### PROVIDED ENTRIES
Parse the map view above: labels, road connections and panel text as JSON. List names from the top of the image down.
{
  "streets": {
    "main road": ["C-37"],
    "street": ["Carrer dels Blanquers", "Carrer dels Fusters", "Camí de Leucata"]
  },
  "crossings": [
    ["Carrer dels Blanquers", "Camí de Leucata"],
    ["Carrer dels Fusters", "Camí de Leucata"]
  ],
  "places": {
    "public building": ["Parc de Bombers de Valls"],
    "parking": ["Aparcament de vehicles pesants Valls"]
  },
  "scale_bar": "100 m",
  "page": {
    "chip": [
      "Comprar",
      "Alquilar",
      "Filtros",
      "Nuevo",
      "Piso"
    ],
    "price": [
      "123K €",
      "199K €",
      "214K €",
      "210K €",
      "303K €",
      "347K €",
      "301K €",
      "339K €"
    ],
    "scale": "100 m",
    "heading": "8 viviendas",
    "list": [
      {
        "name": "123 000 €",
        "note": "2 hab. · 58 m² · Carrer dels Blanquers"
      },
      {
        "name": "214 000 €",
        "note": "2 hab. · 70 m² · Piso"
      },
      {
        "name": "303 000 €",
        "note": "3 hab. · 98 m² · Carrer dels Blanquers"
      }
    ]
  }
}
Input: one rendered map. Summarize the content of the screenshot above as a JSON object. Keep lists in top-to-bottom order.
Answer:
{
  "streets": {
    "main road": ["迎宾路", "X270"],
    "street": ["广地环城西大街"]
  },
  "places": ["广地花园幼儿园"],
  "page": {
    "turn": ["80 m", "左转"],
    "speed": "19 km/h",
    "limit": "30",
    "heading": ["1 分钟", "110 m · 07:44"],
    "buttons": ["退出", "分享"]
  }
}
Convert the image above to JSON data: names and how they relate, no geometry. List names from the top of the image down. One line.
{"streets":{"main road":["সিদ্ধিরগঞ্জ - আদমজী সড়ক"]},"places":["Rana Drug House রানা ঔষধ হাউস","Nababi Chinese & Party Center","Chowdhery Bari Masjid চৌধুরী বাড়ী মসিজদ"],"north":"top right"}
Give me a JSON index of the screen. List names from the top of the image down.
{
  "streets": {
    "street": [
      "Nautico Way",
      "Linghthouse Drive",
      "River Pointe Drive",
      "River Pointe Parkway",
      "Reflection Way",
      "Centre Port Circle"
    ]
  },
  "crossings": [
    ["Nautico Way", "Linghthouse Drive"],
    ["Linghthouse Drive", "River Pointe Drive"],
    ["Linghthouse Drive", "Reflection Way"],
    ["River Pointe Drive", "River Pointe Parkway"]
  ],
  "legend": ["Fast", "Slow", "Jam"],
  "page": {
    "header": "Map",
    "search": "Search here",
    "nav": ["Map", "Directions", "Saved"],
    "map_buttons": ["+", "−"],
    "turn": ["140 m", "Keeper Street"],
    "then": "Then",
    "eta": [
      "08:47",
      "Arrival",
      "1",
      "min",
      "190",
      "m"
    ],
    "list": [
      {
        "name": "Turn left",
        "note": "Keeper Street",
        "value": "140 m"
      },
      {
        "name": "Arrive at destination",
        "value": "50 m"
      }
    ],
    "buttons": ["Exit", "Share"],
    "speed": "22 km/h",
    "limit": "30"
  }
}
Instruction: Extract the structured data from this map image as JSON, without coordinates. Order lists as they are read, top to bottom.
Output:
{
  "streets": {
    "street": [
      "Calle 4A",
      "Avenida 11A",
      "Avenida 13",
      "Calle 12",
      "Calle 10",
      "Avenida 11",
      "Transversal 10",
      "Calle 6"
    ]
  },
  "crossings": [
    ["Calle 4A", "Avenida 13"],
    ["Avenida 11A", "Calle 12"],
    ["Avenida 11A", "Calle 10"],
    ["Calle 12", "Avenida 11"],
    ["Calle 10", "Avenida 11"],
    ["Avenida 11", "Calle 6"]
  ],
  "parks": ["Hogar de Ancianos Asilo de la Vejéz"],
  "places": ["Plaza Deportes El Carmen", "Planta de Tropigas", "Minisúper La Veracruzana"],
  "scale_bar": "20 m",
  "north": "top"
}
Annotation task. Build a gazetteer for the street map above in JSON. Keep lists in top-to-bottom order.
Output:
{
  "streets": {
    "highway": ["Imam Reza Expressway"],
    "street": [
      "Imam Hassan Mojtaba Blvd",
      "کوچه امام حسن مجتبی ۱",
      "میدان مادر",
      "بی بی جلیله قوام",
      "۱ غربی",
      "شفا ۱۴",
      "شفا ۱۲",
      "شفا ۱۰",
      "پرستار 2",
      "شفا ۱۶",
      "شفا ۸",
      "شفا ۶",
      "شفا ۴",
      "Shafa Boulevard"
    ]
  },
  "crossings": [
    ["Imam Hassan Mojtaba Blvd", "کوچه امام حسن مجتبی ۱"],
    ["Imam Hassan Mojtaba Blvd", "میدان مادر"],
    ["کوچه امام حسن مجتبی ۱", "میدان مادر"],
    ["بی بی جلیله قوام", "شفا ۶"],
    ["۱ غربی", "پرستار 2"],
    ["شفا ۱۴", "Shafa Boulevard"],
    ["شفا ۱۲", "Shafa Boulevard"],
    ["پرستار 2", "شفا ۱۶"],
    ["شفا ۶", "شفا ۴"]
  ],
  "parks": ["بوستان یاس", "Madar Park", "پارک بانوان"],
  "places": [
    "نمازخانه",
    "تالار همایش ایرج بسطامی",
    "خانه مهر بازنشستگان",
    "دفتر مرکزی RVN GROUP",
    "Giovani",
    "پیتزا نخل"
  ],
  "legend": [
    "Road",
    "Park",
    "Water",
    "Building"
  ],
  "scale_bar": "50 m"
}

### ACTIVITY
Each entry above is to be copied out exactly as written.

### SOLUTION TO THIS TASK
Parse the map view above: labels, road connections and panel text as JSON. List names from the top of the image down.
{
  "streets": {
    "main road": ["C-37"],
    "street": ["Carrer dels Blanquers", "Carrer dels Fusters", "Camí de Leucata"]
  },
  "crossings": [
    ["Carrer dels Blanquers", "Camí de Leucata"],
    ["Carrer dels Fusters", "Camí de Leucata"]
  ],
  "places": {
    "public building": ["Parc de Bombers de Valls"],
    "parking": ["Aparcament de vehicles pesants Valls"]
  },
  "scale_bar": "100 m",
  "page": {
    "chip": [
      "Comprar",
      "Alquilar",
      "Filtros",
      "Nuevo",
      "Piso"
    ],
    "price": [
      "123K €",
      "199K €",
      "214K €",
      "210K €",
      "303K €",
      "347K €",
      "301K €",
      "339K €"
    ],
    "scale": "100 m",
    "heading": "8 viviendas",
    "list": [
      {
        "name": "123 000 €",
        "note": "2 hab. · 58 m² · Carrer dels Blanquers"
      },
      {
        "name": "214 000 €",
        "note": "2 hab. · 70 m² · Piso"
      },
      {
        "name": "303 000 €",
        "note": "3 hab. · 98 m² · Carrer dels Blanquers"
      }
    ]
  }
}
Input: one rendered map. Summarize the content of the screenshot above as a JSON object. Keep lists in top-to-bottom order.
Answer:
{
  "streets": {
    "main road": ["迎宾路", "X270"],
    "street": ["广地环城西大街"]
  },
  "places": ["广地花园幼儿园"],
  "page": {
    "turn": ["80 m", "左转"],
    "speed": "19 km/h",
    "limit": "30",
    "heading": ["1 分钟", "110 m · 07:44"],
    "buttons": ["退出", "分享"]
  }
}
Convert the image above to JSON data: names and how they relate, no geometry. List names from the top of the image down. One line.
{"streets":{"main road":["সিদ্ধিরগঞ্জ - আদমজী সড়ক"]},"places":["Rana Drug House রানা ঔষধ হাউস","Nababi Chinese & Party Center","Chowdhery Bari Masjid চৌধুরী বাড়ী মসিজদ"],"north":"top right"}
Give me a JSON index of the screen. List names from the top of the image down.
{
  "streets": {
    "street": [
      "Nautico Way",
      "Linghthouse Drive",
      "River Pointe Drive",
      "River Pointe Parkway",
      "Reflection Way",
      "Centre Port Circle"
    ]
  },
  "crossings": [
    ["Nautico Way", "Linghthouse Drive"],
    ["Linghthouse Drive", "River Pointe Drive"],
    ["Linghthouse Drive", "Reflection Way"],
    ["River Pointe Drive", "River Pointe Parkway"]
  ],
  "legend": ["Fast", "Slow", "Jam"],
  "page": {
    "header": "Map",
    "search": "Search here",
    "nav": ["Map", "Directions", "Saved"],
    "map_buttons": ["+", "−"],
    "turn": ["140 m", "Keeper Street"],
    "then": "Then",
    "eta": [
      "08:47",
      "Arrival",
      "1",
      "min",
      "190",
      "m"
    ],
    "list": [
      {
        "name": "Turn left",
        "note": "Keeper Street",
        "value": "140 m"
      },
      {
        "name": "Arrive at destination",
        "value": "50 m"
      }
    ],
    "buttons": ["Exit", "Share"],
    "speed": "22 km/h",
    "limit": "30"
  }
}
Instruction: Extract the structured data from this map image as JSON, without coordinates. Order lists as they are read, top to bottom.
Output:
{
  "streets": {
    "street": [
      "Calle 4A",
      "Avenida 11A",
      "Avenida 13",
      "Calle 12",
      "Calle 10",
      "Avenida 11",
      "Transversal 10",
      "Calle 6"
    ]
  },
  "crossings": [
    ["Calle 4A", "Avenida 13"],
    ["Avenida 11A", "Calle 12"],
    ["Avenida 11A", "Calle 10"],
    ["Calle 12", "Avenida 11"],
    ["Calle 10", "Avenida 11"],
    ["Avenida 11", "Calle 6"]
  ],
  "parks": ["Hogar de Ancianos Asilo de la Vejéz"],
  "places": ["Plaza Deportes El Carmen", "Planta de Tropigas", "Minisúper La Veracruzana"],
  "scale_bar": "20 m",
  "north": "top"
}
Annotation task. Build a gazetteer for the street map above in JSON. Keep lists in top-to-bottom order.
Output:
{
  "streets": {
    "highway": ["Imam Reza Expressway"],
    "street": [
      "Imam Hassan Mojtaba Blvd",
      "کوچه امام حسن مجتبی ۱",
      "میدان مادر",
      "بی بی جلیله قوام",
      "۱ غربی",
      "شفا ۱۴",
      "شفا ۱۲",
      "شفا ۱۰",
      "پرستار 2",
      "شفا ۱۶",
      "شفا ۸",
      "شفا ۶",
      "شفا ۴",
      "Shafa Boulevard"
    ]
  },
  "crossings": [
    ["Imam Hassan Mojtaba Blvd", "کوچه امام حسن مجتبی ۱"],
    ["Imam Hassan Mojtaba Blvd", "میدان مادر"],
    ["کوچه امام حسن مجتبی ۱", "میدان مادر"],
    ["بی بی جلیله قوام", "شفا ۶"],
    ["۱ غربی", "پرستار 2"],
    ["شفا ۱۴", "Shafa Boulevard"],
    ["شفا ۱۲", "Shafa Boulevard"],
    ["پرستار 2", "شفا ۱۶"],
    ["شفا ۶", "شفا ۴"]
  ],
  "parks": ["بوستان یاس", "Madar Park", "پارک بانوان"],
  "places": [
    "نمازخانه",
    "تالار همایش ایرج بسطامی",
    "خانه مهر بازنشستگان",
    "دفتر مرکزی RVN GROUP",
    "Giovani",
    "پیتزا نخل"
  ],
  "legend": [
    "Road",
    "Park",
    "Water",
    "Building"
  ],
  "scale_bar": "50 m"
}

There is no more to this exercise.